#### [How to complete this task]
In the listing below, every entry should be duplicated exactly.

#### [Task material]

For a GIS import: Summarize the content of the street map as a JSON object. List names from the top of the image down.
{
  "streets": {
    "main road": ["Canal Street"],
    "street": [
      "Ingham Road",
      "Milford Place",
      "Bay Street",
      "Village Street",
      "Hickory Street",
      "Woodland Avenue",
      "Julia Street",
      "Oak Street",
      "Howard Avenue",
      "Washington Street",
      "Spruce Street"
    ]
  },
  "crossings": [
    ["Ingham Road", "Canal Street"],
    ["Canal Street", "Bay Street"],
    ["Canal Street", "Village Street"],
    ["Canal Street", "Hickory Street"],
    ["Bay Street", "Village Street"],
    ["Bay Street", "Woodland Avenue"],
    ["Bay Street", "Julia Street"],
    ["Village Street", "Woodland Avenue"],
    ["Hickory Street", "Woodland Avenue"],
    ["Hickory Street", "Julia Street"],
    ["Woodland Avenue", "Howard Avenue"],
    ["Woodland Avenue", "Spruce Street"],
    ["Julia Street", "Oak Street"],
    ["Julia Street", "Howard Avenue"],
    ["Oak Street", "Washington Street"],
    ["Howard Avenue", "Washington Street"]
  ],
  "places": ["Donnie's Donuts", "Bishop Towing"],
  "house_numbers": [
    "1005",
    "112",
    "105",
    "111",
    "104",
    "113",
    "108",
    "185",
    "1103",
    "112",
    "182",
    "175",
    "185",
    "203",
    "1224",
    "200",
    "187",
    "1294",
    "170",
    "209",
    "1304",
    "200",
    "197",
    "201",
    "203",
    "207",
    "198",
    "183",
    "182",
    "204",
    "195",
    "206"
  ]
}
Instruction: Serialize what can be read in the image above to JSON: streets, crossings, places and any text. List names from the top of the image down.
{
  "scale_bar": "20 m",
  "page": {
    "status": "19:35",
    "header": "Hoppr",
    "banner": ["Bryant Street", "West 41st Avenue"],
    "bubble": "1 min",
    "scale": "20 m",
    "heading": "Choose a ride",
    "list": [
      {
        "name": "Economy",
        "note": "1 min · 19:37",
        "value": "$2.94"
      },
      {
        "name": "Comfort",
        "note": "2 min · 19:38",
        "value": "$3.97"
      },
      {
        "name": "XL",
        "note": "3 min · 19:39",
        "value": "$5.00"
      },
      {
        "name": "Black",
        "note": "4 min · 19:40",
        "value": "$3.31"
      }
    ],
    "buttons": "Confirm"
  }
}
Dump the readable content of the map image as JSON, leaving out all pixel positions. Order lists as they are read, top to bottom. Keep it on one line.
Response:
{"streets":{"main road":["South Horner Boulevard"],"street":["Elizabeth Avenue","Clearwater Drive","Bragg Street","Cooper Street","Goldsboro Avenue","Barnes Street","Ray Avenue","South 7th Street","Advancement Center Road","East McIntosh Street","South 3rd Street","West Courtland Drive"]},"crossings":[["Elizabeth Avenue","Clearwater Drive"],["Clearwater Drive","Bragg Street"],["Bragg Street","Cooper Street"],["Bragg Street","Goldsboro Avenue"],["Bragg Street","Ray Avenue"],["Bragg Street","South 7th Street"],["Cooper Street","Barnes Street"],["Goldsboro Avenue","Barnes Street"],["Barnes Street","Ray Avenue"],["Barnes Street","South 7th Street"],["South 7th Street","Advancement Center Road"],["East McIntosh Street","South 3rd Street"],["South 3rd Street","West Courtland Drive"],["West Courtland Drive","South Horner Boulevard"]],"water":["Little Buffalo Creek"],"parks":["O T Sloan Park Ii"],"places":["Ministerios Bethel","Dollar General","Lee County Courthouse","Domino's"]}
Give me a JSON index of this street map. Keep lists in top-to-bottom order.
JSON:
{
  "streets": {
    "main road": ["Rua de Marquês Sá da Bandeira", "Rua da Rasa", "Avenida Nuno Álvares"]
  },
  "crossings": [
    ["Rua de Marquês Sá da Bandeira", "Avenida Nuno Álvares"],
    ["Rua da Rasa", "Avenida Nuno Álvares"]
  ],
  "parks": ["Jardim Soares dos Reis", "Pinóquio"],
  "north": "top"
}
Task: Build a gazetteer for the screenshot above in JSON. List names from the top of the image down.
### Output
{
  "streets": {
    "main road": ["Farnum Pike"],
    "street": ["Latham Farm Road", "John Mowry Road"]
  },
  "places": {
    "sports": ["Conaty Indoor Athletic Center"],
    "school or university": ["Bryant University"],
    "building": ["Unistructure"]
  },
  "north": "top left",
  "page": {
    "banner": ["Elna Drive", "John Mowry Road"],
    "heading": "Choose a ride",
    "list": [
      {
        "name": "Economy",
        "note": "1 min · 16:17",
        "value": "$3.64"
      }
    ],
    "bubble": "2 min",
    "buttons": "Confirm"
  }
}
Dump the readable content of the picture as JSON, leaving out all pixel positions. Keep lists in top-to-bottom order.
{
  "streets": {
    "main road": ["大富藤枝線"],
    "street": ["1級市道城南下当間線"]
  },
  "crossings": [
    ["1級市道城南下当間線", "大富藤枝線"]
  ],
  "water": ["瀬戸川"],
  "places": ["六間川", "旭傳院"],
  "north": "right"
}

#### [Problem solution]
For a GIS import: Summarize the content of the street map as a JSON object. List names from the top of the image down.
{
  "streets": {
    "main road": ["Canal Street"],
    "street": [
      "Ingham Road",
      "Milford Place",
      "Bay Street",
      "Village Street",
      "Hickory Street",
      "Woodland Avenue",
      "Julia Street",
      "Oak Street",
      "Howard Avenue",
      "Washington Street",
      "Spruce Street"
    ]
  },
  "crossings": [
    ["Ingham Road", "Canal Street"],
    ["Canal Street", "Bay Street"],
    ["Canal Street", "Village Street"],
    ["Canal Street", "Hickory Street"],
    ["Bay Street", "Village Street"],
    ["Bay Street", "Woodland Avenue"],
    ["Bay Street", "Julia Street"],
    ["Village Street", "Woodland Avenue"],
    ["Hickory Street", "Woodland Avenue"],
    ["Hickory Street", "Julia Street"],
    ["Woodland Avenue", "Howard Avenue"],
    ["Woodland Avenue", "Spruce Street"],
    ["Julia Street", "Oak Street"],
    ["Julia Street", "Howard Avenue"],
    ["Oak Street", "Washington Street"],
    ["Howard Avenue", "Washington Street"]
  ],
  "places": ["Donnie's Donuts", "Bishop Towing"],
  "house_numbers": [
    "1005",
    "112",
    "105",
    "111",
    "104",
    "113",
    "108",
    "185",
    "1103",
    "112",
    "182",
    "175",
    "185",
    "203",
    "1224",
    "200",
    "187",
    "1294",
    "170",
    "209",
    "1304",
    "200",
    "197",
    "201",
    "203",
    "207",
    "198",
    "183",
    "182",
    "204",
    "195",
    "206"
  ]
}
Instruction: Serialize what can be read in the image above to JSON: streets, crossings, places and any text. List names from the top of the image down.
{
  "scale_bar": "20 m",
  "page": {
    "status": "19:35",
    "header": "Hoppr",
    "banner": ["Bryant Street", "West 41st Avenue"],
    "bubble": "1 min",
    "scale": "20 m",
    "heading": "Choose a ride",
    "list": [
      {
        "name": "Economy",
        "note": "1 min · 19:37",
        "value": "$2.94"
      },
      {
        "name": "Comfort",
        "note": "2 min · 19:38",
        "value": "$3.97"
      },
      {
        "name": "XL",
        "note": "3 min · 19:39",
        "value": "$5.00"
      },
      {
        "name": "Black",
        "note": "4 min · 19:40",
        "value": "$3.31"
      }
    ],
    "buttons": "Confirm"
  }
}
Dump the readable content of the map image as JSON, leaving out all pixel positions. Order lists as they are read, top to bottom. Keep it on one line.
Response:
{"streets":{"main road":["South Horner Boulevard"],"street":["Elizabeth Avenue","Clearwater Drive","Bragg Street","Cooper Street","Goldsboro Avenue","Barnes Street","Ray Avenue","South 7th Street","Advancement Center Road","East McIntosh Street","South 3rd Street","West Courtland Drive"]},"crossings":[["Elizabeth Avenue","Clearwater Drive"],["Clearwater Drive","Bragg Street"],["Bragg Street","Cooper Street"],["Bragg Street","Goldsboro Avenue"],["Bragg Street","Ray Avenue"],["Bragg Street","South 7th Street"],["Cooper Street","Barnes Street"],["Goldsboro Avenue","Barnes Street"],["Barnes Street","Ray Avenue"],["Barnes Street","South 7th Street"],["South 7th Street","Advancement Center Road"],["East McIntosh Street","South 3rd Street"],["South 3rd Street","West Courtland Drive"],["West Courtland Drive","South Horner Boulevard"]],"water":["Little Buffalo Creek"],"parks":["O T Sloan Park Ii"],"places":["Ministerios Bethel","Dollar General","Lee County Courthouse","Domino's"]}
Give me a JSON index of this street map. Keep lists in top-to-bottom order.
JSON:
{
  "streets": {
    "main road": ["Rua de Marquês Sá da Bandeira", "Rua da Rasa", "Avenida Nuno Álvares"]
  },
  "crossings": [
    ["Rua de Marquês Sá da Bandeira", "Avenida Nuno Álvares"],
    ["Rua da Rasa", "Avenida Nuno Álvares"]
  ],
  "parks": ["Jardim Soares dos Reis", "Pinóquio"],
  "north": "top"
}
Task: Build a gazetteer for the screenshot above in JSON. List names from the top of the image down.
### Output
{
  "streets": {
    "main road": ["Farnum Pike"],
    "street": ["Latham Farm Road", "John Mowry Road"]
  },
  "places": {
    "sports": ["Conaty Indoor Athletic Center"],
    "school or university": ["Bryant University"],
    "building": ["Unistructure"]
  },
  "north": "top left",
  "page": {
    "banner": ["Elna Drive", "John Mowry Road"],
    "heading": "Choose a ride",
    "list": [
      {
        "name": "Economy",
        "note": "1 min · 16:17",
        "value": "$3.64"
      }
    ],
    "bubble": "2 min",
    "buttons": "Confirm"
  }
}
Dump the readable content of the picture as JSON, leaving out all pixel positions. Keep lists in top-to-bottom order.
{
  "streets": {
    "main road": ["大富藤枝線"],
    "street": ["1級市道城南下当間線"]
  },
  "crossings": [
    ["1級市道城南下当間線", "大富藤枝線"]
  ],
  "water": ["瀬戸川"],
  "places": ["六間川", "旭傳院"],
  "north": "right"
}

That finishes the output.